1

We are analyzing the streaming twitter data to find users who are posting similar (almost same) tweets over and over. I am using MATCH_RECOGNIZE for this. It is able to find the pattern, but I am not able to get the FIRST() and the LAST() values correctly. Here is sample dataset:

enter image description here

I am using the following Query:

SELECT 
  USERID
  , NUM_OF_TWEETS
  , FIRST_TWEET
  , LAST_TWEET
  , FIRST_TWEET_ID
  , LAST_TWEET_ID
FROM SCRATCH.SAQIB_ALI.TWEETS
MATCH_RECOGNIZE(
  PARTITION BY USERID
  ORDER BY TWEETID ASC
  MEASURES
    FIRST(TWEET) AS FIRST_TWEET,
    LAST(TWEET) AS LAST_TWEET,
    FIRST(TWEETID) AS FIRST_TWEET_ID,
    LAST(TWEETID) AS LAST_TWEET_ID,
    COUNT(*) AS NUM_OF_TWEETS
    
  ONE ROW PER MATCH
  PATTERN (SIMILAR+)
  DEFINE
    SIMILAR AS JAROWINKLER_SIMILARITY(TWEET, LAG(TWEET)) > 90
    
);

This correct identify the users that are posting same tweets over an over: enter image description here

But I am not able to get the first tweet and the last tweet in the matching sequence.

Saqib Ali
  • 3,953
  • 10
  • 55
  • 100

2 Answers2

3

There are multiple things at play.

The first is you only "have one row trigging a match" so first and last are the second row of you data. This can be seen by changing to ALL ROWS PER MATCH

with tweets(userid, tweetid, tweet) as (
    select * from values
    ('elena', 1, 'aaa'),
    ('elena', 2, 'aaaa')
)
SELECT 
*
FROM TWEETS
MATCH_RECOGNIZE(
  PARTITION BY USERID
  ORDER BY TWEETID ASC
  MEASURES
    match_number() as match_number,
    FIRST(TWEET) AS FIRST_TWEET,
    LAST(TWEET) AS LAST_TWEET,
    FIRST(TWEETID) AS FIRST_TWEET_ID,
    LAST(TWEETID) AS LAST_TWEET_ID,
    COUNT(*) AS NUM_OF_TWEETS
  ALL ROWS PER MATCH
  PATTERN (SIMILAR+)
  DEFINE
    SIMILAR AS JAROWINKLER_SIMILARITY(TWEET, LAG(TWEET)) > 90
);
USERID TWEETID TWEET MATCH_NUMBER FIRST_TWEET LAST_TWEET FIRST_TWEET_ID LAST_TWEET_ID NUM_OF_TWEETS
elena 2 aaaa 1 aaaa aaaa 2 2 1

if you change to say a match that catches the first value and the lag values:

  ALL ROWS PER MATCH
  PATTERN (SIMILAR_before SIMILAR_after+)
  DEFINE
    SIMILAR_before AS JAROWINKLER_SIMILARITY(TWEET, LEAD(TWEET)) > 90,
    SIMILAR_after AS JAROWINKLER_SIMILARITY(TWEET, LAG(TWEET)) > 90

you now match both the first and latter rows..

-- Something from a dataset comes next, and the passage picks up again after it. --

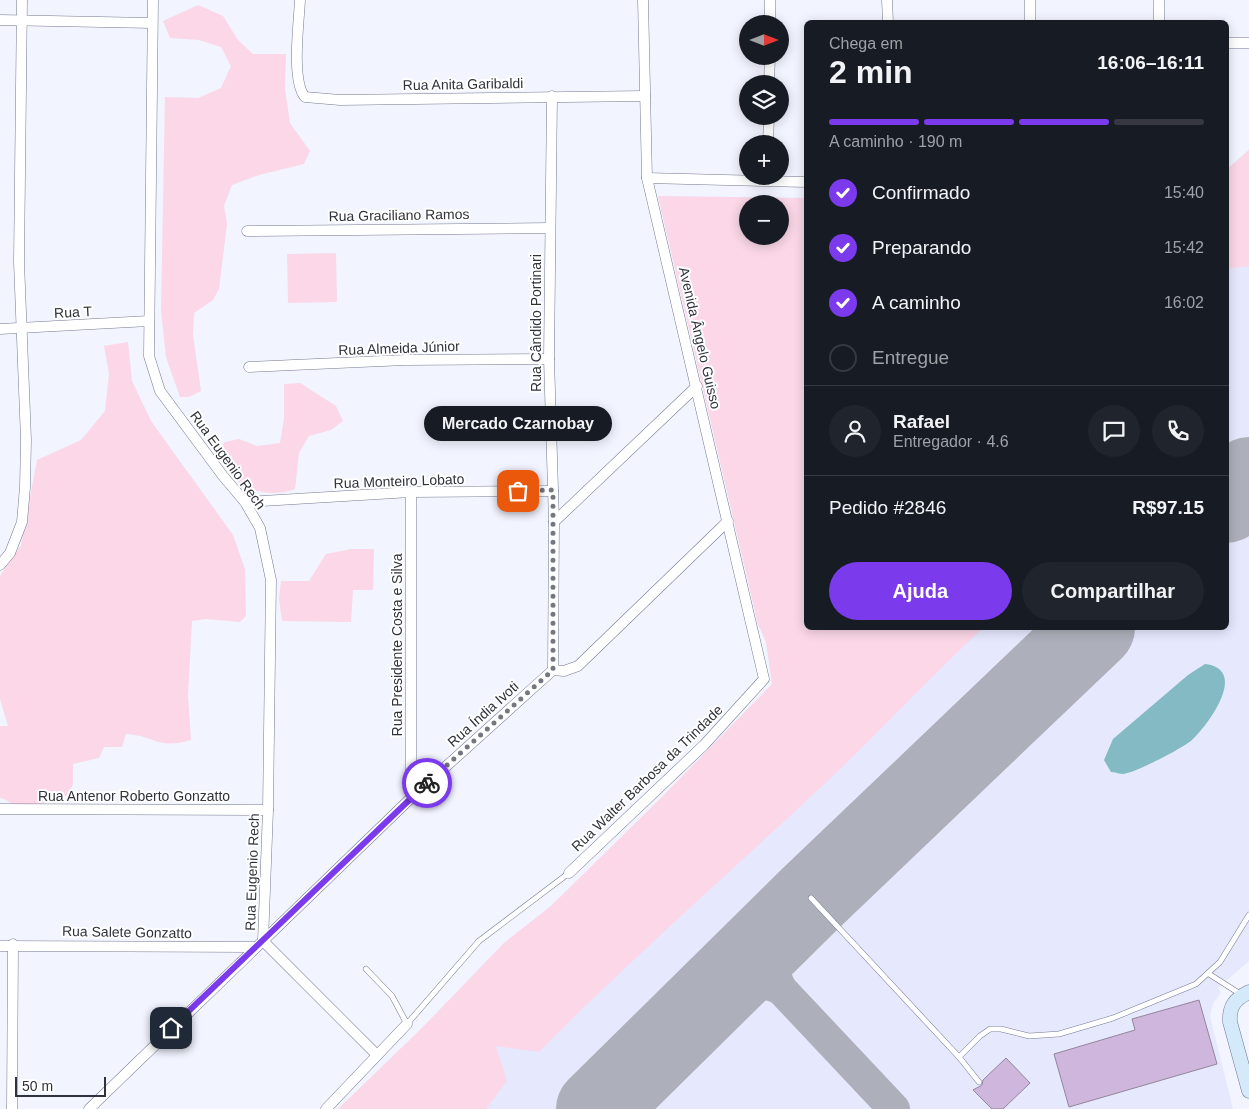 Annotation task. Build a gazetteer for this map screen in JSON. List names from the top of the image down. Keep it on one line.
{"streets":{"street":["Rua Anita Garibaldi","Rua Graciliano Ramos","Rua T","Rua Cândido Portinari","Avenida Ângelo Guisso","Rua Almeida Júnior","Rua Eugenio Rech","Rua Monteiro Lobato","Rua Presidente Costa e Silva","Rua Índia Ivoti","Rua Walter Barbosa da Trindade","Rua Antenor Roberto Gonzatto","Rua Salete Gonzatto"]},"crossings":[["Rua Anita Garibaldi","Rua Cândido Portinari"],["Rua Anita Garibaldi","Avenida Ângelo Guisso"],["Rua Graciliano Ramos","Rua Cândido Portinari"],["Rua T","Rua Eugenio Rech"],["Rua Cândido Portinari","Rua Almeida Júnior"],["Rua Cândido Portinari","Rua Monteiro Lobato"],["Rua Cândido Portinari","Rua Índia Ivoti"],["Avenida Ângelo Guisso","Rua Walter Barbosa da Trindade"],["Rua Eugenio Rech","Rua Monteiro Lobato"],["Rua Eugenio Rech","Rua Índia Ivoti"],["Rua Eugenio Rech","Rua Antenor Roberto Gonzatto"],["Rua Monteiro Lobato","Rua Presidente Costa e Silva"],["Rua Presidente Costa e Silva","Rua Índia Ivoti"],["Rua Índia Ivoti","Rua Salete Gonzatto"]],"places":["Mercado Czarnobay"],"scale_bar":"50 m","north":"right","page":{"map_buttons":["+","−"],"heading":["2 min","Chega em","16:06–16:11"],"panel":["Rafael","Entregador · 4.6","Pedido #2846","R$97.15"],"bar":"A caminho · 190 m","list":[["Confirmado","15:40"],["Preparando","15:42"],["A caminho","16:02"],"Entregue"],"bubble":"Mercado Czarnobay","buttons":["Ajuda","Compartilhar"],"scale":"50 m"}}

USERID TWEETID TWEET MATCH_NUMBER FIRST_TWEET LAST_TWEET FIRST_TWEET_ID LAST_TWEET_ID NUM_OF_TWEETS
elena 1 aaa 1 aaa aaa 1 1 1
elena 2 aaaa 1 aaa aaaa 1 2 2

now if we expand our test a little bit more with four rows of data:

with tweets(userid, tweetid, tweet) as (
    select * from values
    ('elena', 1, 'aaa'),
    ('elena', 2, 'aaaa'),
    ('elena', 3, 'aaa'),
    ('elena', 4, 'aaaa')
)
USERID TWEETID TWEET MATCH_NUMBER FIRST_TWEET LAST_TWEET FIRST_TWEET_ID LAST_TWEET_ID NUM_OF_TWEETS
elena 1 aaa 1 aaa aaa 1 1 1
elena 2 aaaa 1 aaa aaaa 1 2 2
elena 3 aaa 1 aaa aaa 1 3 3
elena 4 aaaa 1 aaa aaaa 1 4 4

we see those values are not double registering..

BUT we also see the first ID is correct for all rows, but the last is within the scope of the current matched row, so not after all matches as you are hoping.

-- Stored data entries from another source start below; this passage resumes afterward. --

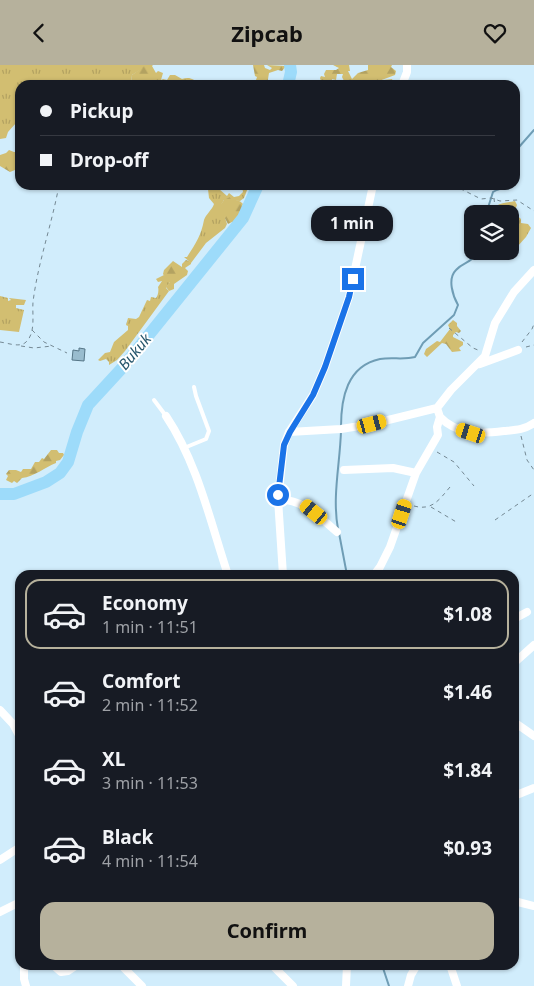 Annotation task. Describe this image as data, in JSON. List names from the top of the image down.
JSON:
{
  "water": ["Bukuk"],
  "page": {
    "header": "Zipcab",
    "banner": ["Pickup", "Drop-off"],
    "bubble": "1 min",
    "list": [
      {
        "name": "Economy",
        "note": "1 min · 11:51",
        "value": "$1.08"
      },
      {
        "name": "Comfort",
        "note": "2 min · 11:52",
        "value": "$1.46"
      },
      {
        "name": "XL",
        "note": "3 min · 11:53",
        "value": "$1.84"
      },
      {
        "name": "Black",
        "note": "4 min · 11:54",
        "value": "$0.93"
      }
    ],
    "buttons": "Confirm"
  }
} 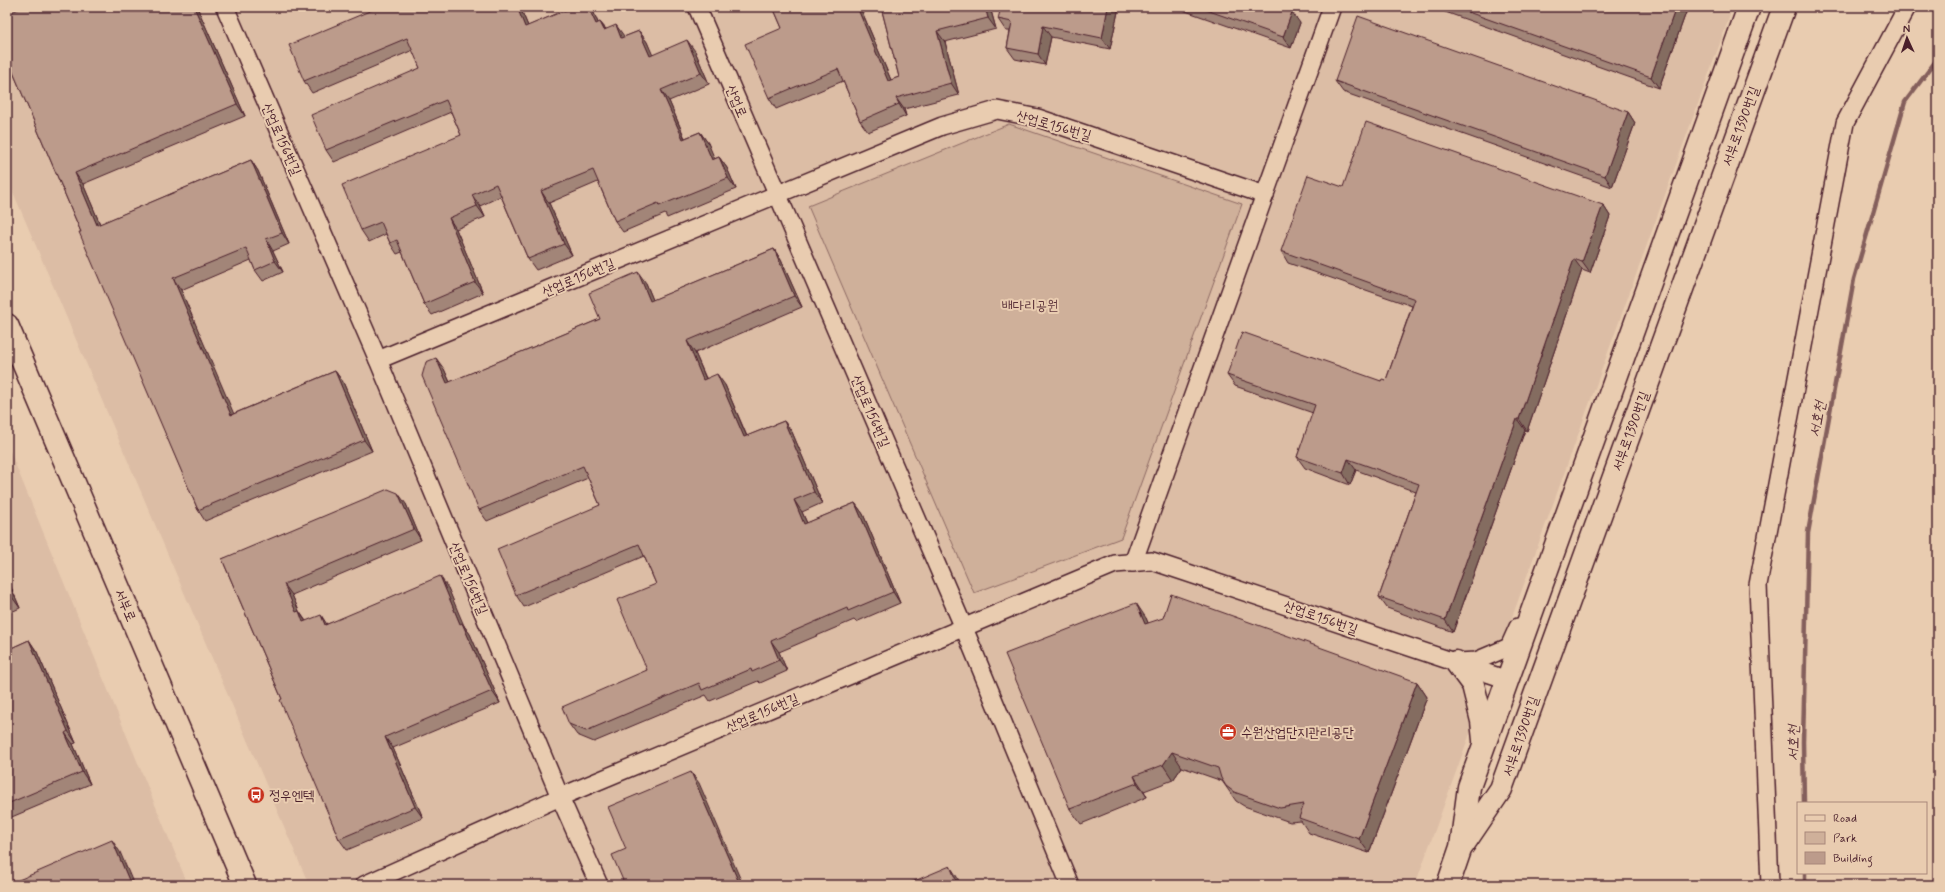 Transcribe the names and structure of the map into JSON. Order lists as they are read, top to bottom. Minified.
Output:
{"streets":{"street":["산업로","산업로156번길","서부로1390번길","서부로"]},"crossings":[["산업로","산업로156번길"],["산업로156번길","서부로1390번길"]],"water":["서호천"],"parks":["배다리공원"],"places":{"office":["수원산업단지관리공단"],"bus stop":["정우엔텍"]},"legend":["Road","Park","Building"],"north":"top"}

If we flip back to one row per match we do how ever get the results we are expecting.

with tweets(userid, tweetid, tweet) as (
    select * from values
    ('elena', 1, 'aaa'),
    ('elena', 2, 'aaaa'),
    ('scott', 3, 'aaaa'),
    ('eva', 4, 'bbbb'),
    ('eva', 5, 'bbbbb'),
    ('amy', 4, 'eeee'),
    ('amy', 5, 'zzzz')
)
SELECT 
 USERID
  , NUM_OF_TWEETS
  , FIRST_TWEET
  , LAST_TWEET
  , FIRST_TWEET_ID
  , LAST_TWEET_ID
FROM TWEETS
MATCH_RECOGNIZE(
  PARTITION BY USERID
  ORDER BY TWEETID ASC
  MEASURES
    match_number() as match_number,
    FIRST(TWEET) AS FIRST_TWEET,
    LAST(TWEET) AS LAST_TWEET,
    FIRST(TWEETID) AS FIRST_TWEET_ID,
    LAST(TWEETID) AS LAST_TWEET_ID,
    COUNT(*) AS NUM_OF_TWEETS
  ONE ROW PER MATCH
  PATTERN (SIMILAR_before SIMILAR_after+)
  DEFINE
    SIMILAR_before AS JAROWINKLER_SIMILARITY(TWEET, LEAD(TWEET)) > 90,
    SIMILAR_after AS JAROWINKLER_SIMILARITY(TWEET, LAG(TWEET)) > 90
);
USERID NUM_OF_TWEETS FIRST_TWEET LAST_TWEET FIRST_TWEET_ID LAST_TWEET_ID
elena 2 aaa aaaa 1 2
eva 2 bbbb bbbbb 4 5
Simeon Pilgrim
  • 22,906
  • 3
  • 32
  • 45
  • Very nice. I wasn't aware you could apply multiple defined patterns in the same MATCH_RECOGNIZE function. Interested in knowing whether having to apply multiple patterns would scale well over large volumes of data. – Jim Demitriou Jul 31 '22 at 05:34
  • 2
    The quality of this answer is awesome. Match Recognize is non-trivial this answer clearly articulates the answer along with explanation. 5 stars! – Adrian White Jul 31 '22 at 06:13
0

Naturally, I was working on this while Simeon was attacking the same problem. I ran into similar issues and noted the logic applied to the window frame, and therefore you needed to account for certain functions only working from the matched row, and then you would miss the first, et al.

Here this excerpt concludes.